● RECORDED DATA
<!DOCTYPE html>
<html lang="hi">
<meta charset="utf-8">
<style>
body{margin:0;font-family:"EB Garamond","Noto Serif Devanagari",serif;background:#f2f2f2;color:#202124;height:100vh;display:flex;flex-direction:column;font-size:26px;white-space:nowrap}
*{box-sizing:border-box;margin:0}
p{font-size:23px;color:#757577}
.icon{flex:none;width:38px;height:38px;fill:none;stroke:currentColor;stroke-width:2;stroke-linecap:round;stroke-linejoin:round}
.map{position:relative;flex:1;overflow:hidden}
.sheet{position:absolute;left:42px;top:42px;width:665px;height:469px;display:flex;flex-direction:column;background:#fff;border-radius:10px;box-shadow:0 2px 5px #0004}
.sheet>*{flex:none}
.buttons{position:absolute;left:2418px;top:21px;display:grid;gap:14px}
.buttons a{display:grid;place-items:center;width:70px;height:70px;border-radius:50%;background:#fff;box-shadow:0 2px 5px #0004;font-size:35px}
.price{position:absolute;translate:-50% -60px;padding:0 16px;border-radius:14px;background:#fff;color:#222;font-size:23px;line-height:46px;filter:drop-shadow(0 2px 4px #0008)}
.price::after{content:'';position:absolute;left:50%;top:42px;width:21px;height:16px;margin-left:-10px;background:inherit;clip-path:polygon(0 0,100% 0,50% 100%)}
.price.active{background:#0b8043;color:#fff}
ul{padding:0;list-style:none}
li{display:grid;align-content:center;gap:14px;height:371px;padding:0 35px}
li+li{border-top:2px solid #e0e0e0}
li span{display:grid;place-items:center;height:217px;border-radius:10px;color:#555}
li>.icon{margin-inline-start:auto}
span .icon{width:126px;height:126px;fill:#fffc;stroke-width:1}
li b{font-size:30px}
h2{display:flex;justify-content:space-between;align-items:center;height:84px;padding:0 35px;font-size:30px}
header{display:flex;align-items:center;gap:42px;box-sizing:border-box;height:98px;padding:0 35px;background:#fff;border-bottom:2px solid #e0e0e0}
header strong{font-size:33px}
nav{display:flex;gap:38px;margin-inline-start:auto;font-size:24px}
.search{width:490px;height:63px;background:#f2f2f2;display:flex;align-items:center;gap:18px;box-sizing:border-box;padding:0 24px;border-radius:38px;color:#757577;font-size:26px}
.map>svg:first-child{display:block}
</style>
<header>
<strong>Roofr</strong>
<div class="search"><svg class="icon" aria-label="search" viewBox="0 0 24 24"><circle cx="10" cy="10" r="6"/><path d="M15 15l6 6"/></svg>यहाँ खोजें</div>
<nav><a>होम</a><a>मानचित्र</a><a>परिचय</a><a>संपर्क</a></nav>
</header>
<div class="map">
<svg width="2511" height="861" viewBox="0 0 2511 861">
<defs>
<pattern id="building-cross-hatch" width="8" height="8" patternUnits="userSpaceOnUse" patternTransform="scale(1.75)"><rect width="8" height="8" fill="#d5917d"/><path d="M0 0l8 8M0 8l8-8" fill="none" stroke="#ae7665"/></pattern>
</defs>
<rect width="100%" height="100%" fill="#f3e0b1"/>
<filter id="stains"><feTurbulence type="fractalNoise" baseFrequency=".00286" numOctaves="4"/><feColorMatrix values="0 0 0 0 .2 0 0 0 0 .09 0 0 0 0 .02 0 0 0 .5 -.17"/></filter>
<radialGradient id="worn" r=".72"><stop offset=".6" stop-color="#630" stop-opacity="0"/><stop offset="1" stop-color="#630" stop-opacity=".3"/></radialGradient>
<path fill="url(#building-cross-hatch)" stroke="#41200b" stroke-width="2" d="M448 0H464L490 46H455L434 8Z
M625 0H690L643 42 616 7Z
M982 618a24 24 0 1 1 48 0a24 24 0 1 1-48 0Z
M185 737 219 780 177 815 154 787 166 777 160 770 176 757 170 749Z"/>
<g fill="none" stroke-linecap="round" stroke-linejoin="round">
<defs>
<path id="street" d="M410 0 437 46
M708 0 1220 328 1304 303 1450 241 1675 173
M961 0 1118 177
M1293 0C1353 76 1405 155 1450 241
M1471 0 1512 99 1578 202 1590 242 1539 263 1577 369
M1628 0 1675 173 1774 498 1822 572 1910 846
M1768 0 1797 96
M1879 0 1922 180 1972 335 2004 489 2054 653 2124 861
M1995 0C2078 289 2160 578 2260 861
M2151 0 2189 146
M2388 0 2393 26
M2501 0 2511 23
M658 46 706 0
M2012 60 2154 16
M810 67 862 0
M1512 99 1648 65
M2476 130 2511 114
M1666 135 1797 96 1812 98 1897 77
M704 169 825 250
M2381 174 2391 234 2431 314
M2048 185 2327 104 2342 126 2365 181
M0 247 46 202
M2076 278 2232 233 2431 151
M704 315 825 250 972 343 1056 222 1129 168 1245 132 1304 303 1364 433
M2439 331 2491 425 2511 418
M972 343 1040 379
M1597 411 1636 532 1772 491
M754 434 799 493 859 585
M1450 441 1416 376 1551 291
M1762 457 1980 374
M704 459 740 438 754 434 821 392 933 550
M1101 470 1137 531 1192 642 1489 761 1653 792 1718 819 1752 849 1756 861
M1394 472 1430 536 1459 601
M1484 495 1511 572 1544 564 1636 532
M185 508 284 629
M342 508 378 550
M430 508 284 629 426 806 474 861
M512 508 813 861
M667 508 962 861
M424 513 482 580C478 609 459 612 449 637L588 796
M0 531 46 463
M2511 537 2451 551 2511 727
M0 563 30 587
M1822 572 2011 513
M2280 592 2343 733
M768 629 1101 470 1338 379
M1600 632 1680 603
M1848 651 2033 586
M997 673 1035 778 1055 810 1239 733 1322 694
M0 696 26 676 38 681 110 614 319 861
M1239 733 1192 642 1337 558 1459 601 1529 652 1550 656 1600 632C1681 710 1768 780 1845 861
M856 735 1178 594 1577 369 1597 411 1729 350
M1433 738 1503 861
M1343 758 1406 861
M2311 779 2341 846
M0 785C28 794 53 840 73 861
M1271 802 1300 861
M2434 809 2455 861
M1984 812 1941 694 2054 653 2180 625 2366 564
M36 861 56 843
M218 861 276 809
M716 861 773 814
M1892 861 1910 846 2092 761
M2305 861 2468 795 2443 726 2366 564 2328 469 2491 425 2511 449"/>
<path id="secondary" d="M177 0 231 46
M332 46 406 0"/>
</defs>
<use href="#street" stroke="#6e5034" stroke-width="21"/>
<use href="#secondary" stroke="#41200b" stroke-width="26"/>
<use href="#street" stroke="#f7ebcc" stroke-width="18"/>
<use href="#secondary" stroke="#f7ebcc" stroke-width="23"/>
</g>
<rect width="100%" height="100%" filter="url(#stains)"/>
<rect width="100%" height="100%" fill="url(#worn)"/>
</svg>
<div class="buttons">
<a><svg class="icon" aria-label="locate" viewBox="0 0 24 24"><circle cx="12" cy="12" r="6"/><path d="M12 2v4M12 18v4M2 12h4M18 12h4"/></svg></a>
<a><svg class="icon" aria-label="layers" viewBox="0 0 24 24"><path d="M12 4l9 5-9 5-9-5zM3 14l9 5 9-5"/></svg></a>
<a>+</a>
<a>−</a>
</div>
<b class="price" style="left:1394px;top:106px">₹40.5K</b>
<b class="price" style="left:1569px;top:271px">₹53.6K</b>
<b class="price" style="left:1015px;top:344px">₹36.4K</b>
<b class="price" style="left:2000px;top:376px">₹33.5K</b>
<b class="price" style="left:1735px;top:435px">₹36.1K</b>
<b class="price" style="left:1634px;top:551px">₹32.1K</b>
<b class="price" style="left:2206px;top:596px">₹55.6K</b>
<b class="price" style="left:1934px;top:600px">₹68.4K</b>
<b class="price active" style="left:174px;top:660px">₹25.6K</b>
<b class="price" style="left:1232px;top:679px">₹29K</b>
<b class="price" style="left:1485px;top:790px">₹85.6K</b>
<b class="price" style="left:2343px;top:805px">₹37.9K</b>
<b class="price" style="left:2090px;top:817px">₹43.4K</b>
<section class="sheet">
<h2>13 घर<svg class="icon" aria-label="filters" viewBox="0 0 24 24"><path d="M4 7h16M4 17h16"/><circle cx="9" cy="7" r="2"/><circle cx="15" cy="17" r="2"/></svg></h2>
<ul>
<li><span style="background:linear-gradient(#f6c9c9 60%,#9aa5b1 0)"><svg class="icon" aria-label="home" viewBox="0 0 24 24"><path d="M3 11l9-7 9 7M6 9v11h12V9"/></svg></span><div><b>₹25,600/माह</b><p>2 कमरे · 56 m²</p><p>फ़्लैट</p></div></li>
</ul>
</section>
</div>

● WHAT YOU NEED TO DO
Gather all lines from the records above in which "viewBox" appears.

● PROBLEM SOLUTION
<div class="search"><svg class="icon" aria-label="search" viewBox="0 0 24 24"><circle cx="10" cy="10" r="6"/><path d="M15 15l6 6"/></svg>यहाँ खोजें</div>
<svg width="2511" height="861" viewBox="0 0 2511 861">
<a><svg class="icon" aria-label="locate" viewBox="0 0 24 24"><circle cx="12" cy="12" r="6"/><path d="M12 2v4M12 18v4M2 12h4M18 12h4"/></svg></a>
<a><svg class="icon" aria-label="layers" viewBox="0 0 24 24"><path d="M12 4l9 5-9 5-9-5zM3 14l9 5 9-5"/></svg></a>
<h2>13 घर<svg class="icon" aria-label="filters" viewBox="0 0 24 24"><path d="M4 7h16M4 17h16"/><circle cx="9" cy="7" r="2"/><circle cx="15" cy="17" r="2"/></svg></h2>
<li><span style="background:linear-gradient(#f6c9c9 60%,#9aa5b1 0)"><svg class="icon" aria-label="home" viewBox="0 0 24 24"><path d="M3 11l9-7 9 7M6 9v11h12V9"/></svg></span><div><b>₹25,600/माह</b><p>2 कमरे · 56 m²</p><p>फ़्लैट</p></div></li>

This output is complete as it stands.